I ran into a clever trick while reading the solutions here https://mirror.codeforces.com/blog/entry/133382 (look at problem 2006C, "Implementation — Two Pointers")
The problem is: let's say there's an array $$$a$$$ and an associative operation $$${*}$$$ and we are interested in computing $$${f(l, r) := a_l * a_{l+1} * \ldots * a_r}$$$ , where we want to be able to increment $$$l$$$ or $$$r$$$ and easily recompute $$$f$$$. If we can do that, then we can solve all kinds of two-pointer-style problems.
If $$$f$$$ is invertible, e.g. addition, we can easily do this by just keeping track of a single aggregated value. But what if $$$f$$$ is something like $$$\gcd$$$? In this case, this simple solution won't work. But there is a trick.
With the simple solution, the hard part is incrementing $$$l$$$ because if we only keep the aggregated value for $$$f(l, r)$$$, we can't recover the value for $$$f(l+1, r)$$$. To do that we would ideally need to keep a list of values $$$f(l, r), f(l+1, r), \ldots, f(r,r)$$$ and then incrementing $$$l$$$ would just involve popping the front of the list. But then, incrementing $$$r$$$ is hard because we'd need to recompute the whole list.
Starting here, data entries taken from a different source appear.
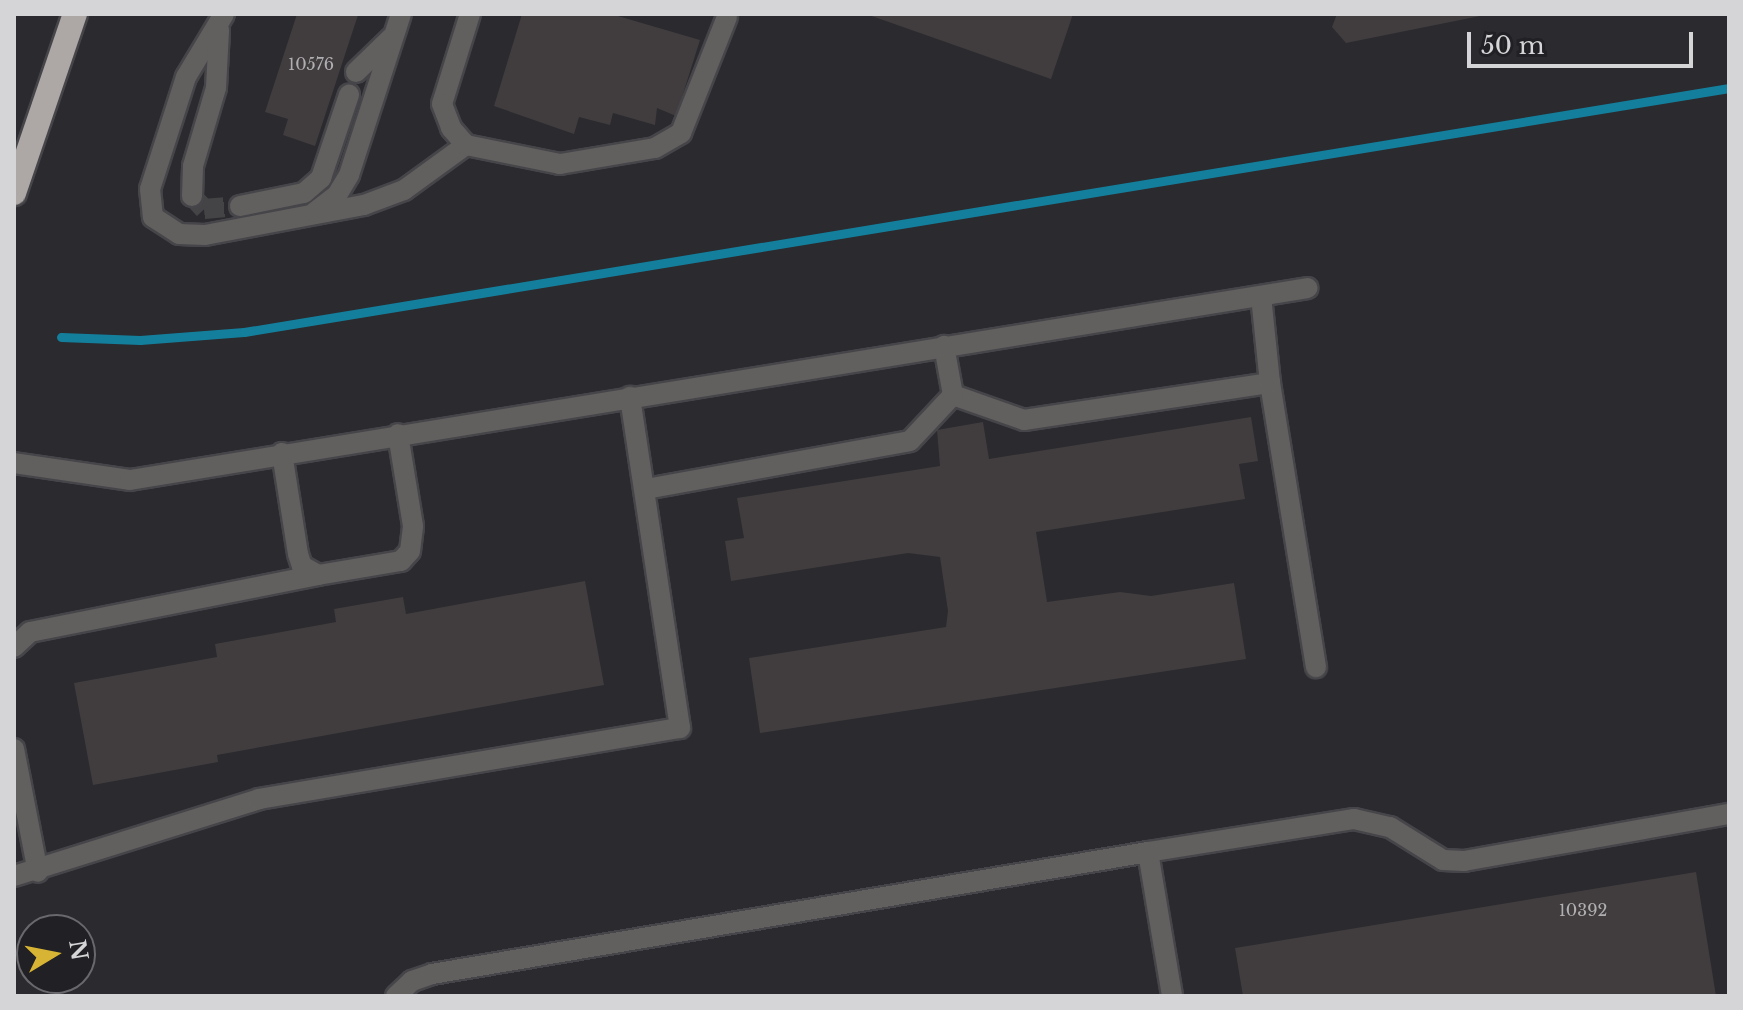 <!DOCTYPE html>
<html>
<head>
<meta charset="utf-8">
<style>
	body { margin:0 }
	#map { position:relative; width:1743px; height:1010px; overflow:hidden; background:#2b2a2e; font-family:"Libre Baskerville",serif }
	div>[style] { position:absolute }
	.stream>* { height:9px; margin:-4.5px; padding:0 4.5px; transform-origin:4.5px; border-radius:4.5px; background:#137f9c }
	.building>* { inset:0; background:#413d3f }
	.minor-tunnel>* { height:20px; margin-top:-10px; transform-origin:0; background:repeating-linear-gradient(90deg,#444447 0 20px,transparent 0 30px) }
	.roads { filter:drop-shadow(2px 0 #464549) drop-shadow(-2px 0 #464549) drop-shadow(0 2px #464549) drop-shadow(0 -2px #464549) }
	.minor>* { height:20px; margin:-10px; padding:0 10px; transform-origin:10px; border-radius:10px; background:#62605f }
	.highway>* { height:24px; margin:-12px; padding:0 12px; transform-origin:12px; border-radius:12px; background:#ada8a6 }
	span { translate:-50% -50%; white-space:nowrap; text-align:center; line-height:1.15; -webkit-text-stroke:6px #212024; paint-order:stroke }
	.number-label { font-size:16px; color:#b0afb1 }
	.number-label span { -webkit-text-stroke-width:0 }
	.frame { position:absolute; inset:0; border:16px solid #d5d5d7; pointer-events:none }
	.north { position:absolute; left:16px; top:914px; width:80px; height:80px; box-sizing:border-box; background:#212024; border:2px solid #69686c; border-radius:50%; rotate:80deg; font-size:22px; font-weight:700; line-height:32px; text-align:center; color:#d5d5d7 }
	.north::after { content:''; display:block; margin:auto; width:28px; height:36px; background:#d8b434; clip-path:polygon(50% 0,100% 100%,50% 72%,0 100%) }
	.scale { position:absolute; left:1467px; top:32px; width:226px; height:36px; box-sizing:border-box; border:4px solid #d5d5d7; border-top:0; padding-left:10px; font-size:24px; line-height:28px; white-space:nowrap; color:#d5d5d7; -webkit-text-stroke:6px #212024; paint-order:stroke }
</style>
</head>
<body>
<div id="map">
	<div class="stream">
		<div style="left:61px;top:337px;width:79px;rotate:2.2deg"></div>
		<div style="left:140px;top:340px;width:104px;rotate:-4.4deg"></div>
		<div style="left:244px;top:332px;width:1505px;rotate:-9.33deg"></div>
	</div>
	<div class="building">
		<div style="clip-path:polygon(297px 14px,358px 15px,315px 146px,283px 135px,288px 119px,265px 112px)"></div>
		<div style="clip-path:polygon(522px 14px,611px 14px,700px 40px,676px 116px,657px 108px,655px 125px,613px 113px,610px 125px,579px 117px,574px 134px,494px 106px)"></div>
		<div style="clip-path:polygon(866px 14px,1073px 14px,1051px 79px)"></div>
		<div style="clip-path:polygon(1337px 14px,1485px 14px,1485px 15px,1346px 43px,1332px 27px)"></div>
		<div style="clip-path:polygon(1251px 417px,1258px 461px,1239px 464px,1245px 499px,1036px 532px,1047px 602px,1120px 592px,1151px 596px,1234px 583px,1246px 659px,760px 733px,749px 658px,946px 627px,948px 611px,940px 557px,908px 553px,731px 581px,725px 541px,744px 538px,737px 498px,940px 466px,937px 430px,983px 422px,989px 459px)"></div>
		<div style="clip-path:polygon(585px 581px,604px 685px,217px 755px,218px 762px,93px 785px,74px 683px,217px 657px,215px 644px,336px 622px,334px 609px,403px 597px,406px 614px)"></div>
		<div style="clip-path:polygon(1696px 872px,1716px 996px,1243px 996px,1235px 948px)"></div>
	</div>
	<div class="minor-tunnel">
		<div style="left:192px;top:196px;width:18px;rotate:47deg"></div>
		<div style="left:204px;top:209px;width:36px;rotate:-5deg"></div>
	</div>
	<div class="roads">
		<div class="minor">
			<div style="left:224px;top:14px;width:74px;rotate:121.1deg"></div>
			<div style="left:186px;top:77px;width:118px;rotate:107.8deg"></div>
			<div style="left:150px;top:189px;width:28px;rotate:84deg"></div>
			<div style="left:153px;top:217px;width:31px;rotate:33deg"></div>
			<div style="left:179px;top:234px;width:26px;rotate:2deg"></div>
			<div style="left:205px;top:235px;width:162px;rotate:-10.7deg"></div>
			<div style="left:364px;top:205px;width:43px;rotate:-20.6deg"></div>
			<div style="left:404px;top:190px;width:77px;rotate:-36deg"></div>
			<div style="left:470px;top:14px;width:94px;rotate:107.3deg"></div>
			<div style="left:442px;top:104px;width:26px;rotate:69deg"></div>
			<div style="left:451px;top:128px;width:23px;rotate:49deg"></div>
			<div style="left:466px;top:145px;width:96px;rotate:11.4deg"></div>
			<div style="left:560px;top:164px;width:96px;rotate:-9.6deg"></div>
			<div style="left:655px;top:148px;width:30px;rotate:-30deg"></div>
			<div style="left:681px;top:133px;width:125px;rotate:-68.4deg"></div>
			<div style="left:356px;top:72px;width:49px;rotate:-44.2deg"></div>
			<div style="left:192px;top:196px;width:30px;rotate:-88deg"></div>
			<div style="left:193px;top:166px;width:81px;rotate:-73.6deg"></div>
			<div style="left:216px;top:88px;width:58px;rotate:-87deg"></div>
			<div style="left:240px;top:206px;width:65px;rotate:-11.5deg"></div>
			<div style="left:304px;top:193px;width:23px;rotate:-41deg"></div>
			<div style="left:321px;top:178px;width:88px;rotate:-71.4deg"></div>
			<div style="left:315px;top:212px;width:28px;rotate:-38deg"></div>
			<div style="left:337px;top:195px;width:23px;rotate:-59deg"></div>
			<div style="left:349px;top:175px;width:169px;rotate:-72.1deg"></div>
			<div style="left:1270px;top:383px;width:288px;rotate:80.8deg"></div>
			<div style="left:953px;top:395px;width:75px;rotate:19.4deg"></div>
			<div style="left:1024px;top:420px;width:249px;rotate:-8.6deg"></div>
			<div style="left:1270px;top:383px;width:87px;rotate:-95.9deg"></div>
			<div style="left:282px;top:453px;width:102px;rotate:81deg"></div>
			<div style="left:298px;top:554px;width:13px;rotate:72deg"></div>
			<div style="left:302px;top:566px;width:18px;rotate:29deg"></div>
			<div style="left:318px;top:575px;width:84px;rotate:-9.6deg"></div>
			<div style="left:401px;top:561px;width:13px;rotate:-48deg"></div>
			<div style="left:410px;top:551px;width:25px;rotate:-83deg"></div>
			<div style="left:413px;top:526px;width:93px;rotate:-99.3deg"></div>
			<div style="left:14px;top:463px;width:117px;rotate:8.3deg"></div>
			<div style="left:130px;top:480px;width:1193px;rotate:-9.26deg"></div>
			<div style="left:646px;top:489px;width:268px;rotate:-10.3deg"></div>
			<div style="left:910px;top:441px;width:63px;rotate:-46.9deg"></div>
			<div style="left:953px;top:395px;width:50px;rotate:-100.4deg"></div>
			<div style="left:14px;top:647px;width:22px;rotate:-43deg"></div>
			<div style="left:30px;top:632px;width:294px;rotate:-11.2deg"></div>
			<div style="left:14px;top:749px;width:125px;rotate:79deg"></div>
			<div style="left:1148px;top:852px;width:209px;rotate:-9.1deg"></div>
			<div style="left:1354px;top:819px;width:37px;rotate:13deg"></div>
			<div style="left:1390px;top:827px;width:62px;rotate:31.9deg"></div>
			<div style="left:1443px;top:860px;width:21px;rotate:3deg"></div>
			<div style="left:1464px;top:861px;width:269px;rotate:-10.1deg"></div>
			<div style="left:14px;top:876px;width:257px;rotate:-17.4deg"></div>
			<div style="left:259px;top:799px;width:427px;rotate:-9.6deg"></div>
			<div style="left:680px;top:728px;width:335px;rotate:-98.6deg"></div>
			<div style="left:396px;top:996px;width:22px;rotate:-43deg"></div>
			<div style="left:412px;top:981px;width:21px;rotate:-19deg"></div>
			<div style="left:432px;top:974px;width:726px;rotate:-9.67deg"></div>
			<div style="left:1148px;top:852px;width:146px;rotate:80.5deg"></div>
		</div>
		<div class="highway">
			<div style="left:14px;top:193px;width:189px;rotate:-71.2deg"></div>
		</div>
	</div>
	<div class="number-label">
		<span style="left:311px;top:64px">10576</span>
		<span style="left:1583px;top:910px">10392</span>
	</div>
	<div class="frame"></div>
	<div class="north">N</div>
	<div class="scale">50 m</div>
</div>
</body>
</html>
To combine these two approaches, we keep $$$f(l, m), f(l+1, m), \ldots, f(m, m)$$$ for some intermediate $$$m$$$, and also $$$f(m+1, r)$$$. In the beginning, $$$l=m=r=0$$$ . Then:
- to increment $$$r$$$ we simply recompute the tail value by taking $$$f(m+1, r+1)=f(m+1, r) * a_{r+1}$$$
- to increment $$$l$$$:
- if $$$l < m$$$ we pop the list.
- otherwise, $$$l = m$$$. We set $$$m := r$$$, and recompute the whole list from $$$l$$$ to $$$r$$$. This may seem slow but the subarrays recomputed in this manner don't overlap and therefore this has amortized constant cost.
- to query $$$f(l, r)$$$ we simply compute $$$f(l, m) * f(m+1, r)$$$.
That's it!
Note that this requires we only increment the bounds, which is useful only for some problems.
Does this trick have a name? Is it "lore"? I haven't seen it before. But it's been a while since I've done a contest (hard to find time these days...) so maybe it's already well known. For those who haven't seen it, hopefully you find it interesting!